Daí porque não há mais escusas, e tampouco de alguma retórica de 
maior persuasão; afinal, ainda em 2009 o Estado propôs-se a implementar o que 
pedia o Ministério Público. A supor que não se tratava de um engodo, de uma 
promessa vã, já dispunha, àquela época, de condições para implementá-las, já que 
assim declarou, voluntariamente – inclusive abstendo-se, adiante, de contestar o 
pedido inicial. 
Penso, ainda, que a tutela deva ser resguardada. Lembro que a ação 
originalmente data de 2009, ano em que se firmou o acordo adiante descumprido; a 
sentença, a seu turno, data de dezembro de 2011 (fl. 534).
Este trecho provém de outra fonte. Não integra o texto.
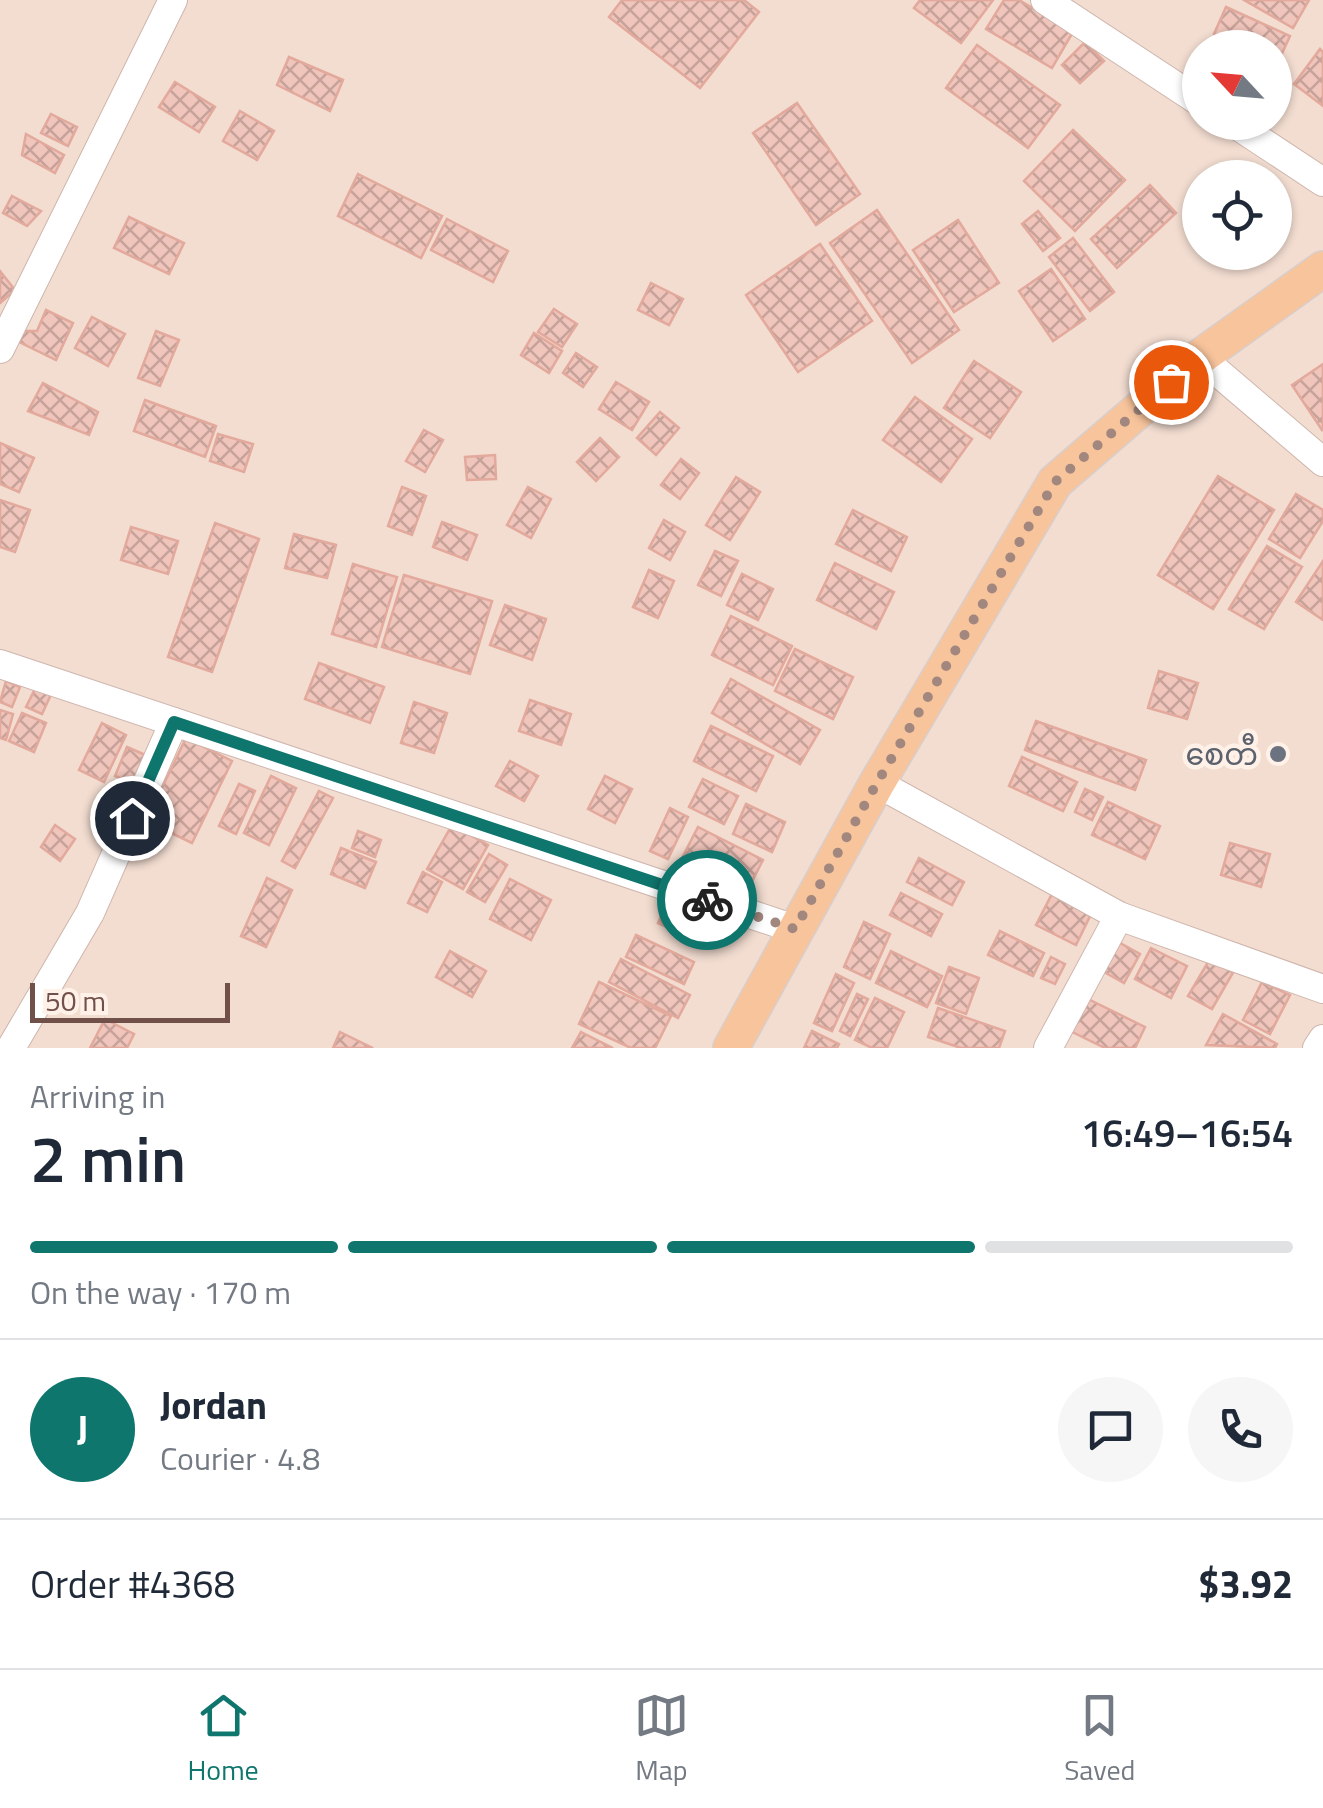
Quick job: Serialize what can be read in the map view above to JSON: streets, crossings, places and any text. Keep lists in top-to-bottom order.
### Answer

Houve tempo bastante 
razoável até aqui para que se cumprisse obrigações visivelmente singelas. A 
antecipação, portanto, é exigível, considerando, todavia, a suspensão incial 
determinada neste Tribunal (fl. 587), o prazo de cumprimento inicia-se com a 
publicação desta decisão, aguardando-se até 6 (seis) meses para o implemento das 
vagas, e até 60 (sessenta) dias para as demais medidas, contados da publicação. 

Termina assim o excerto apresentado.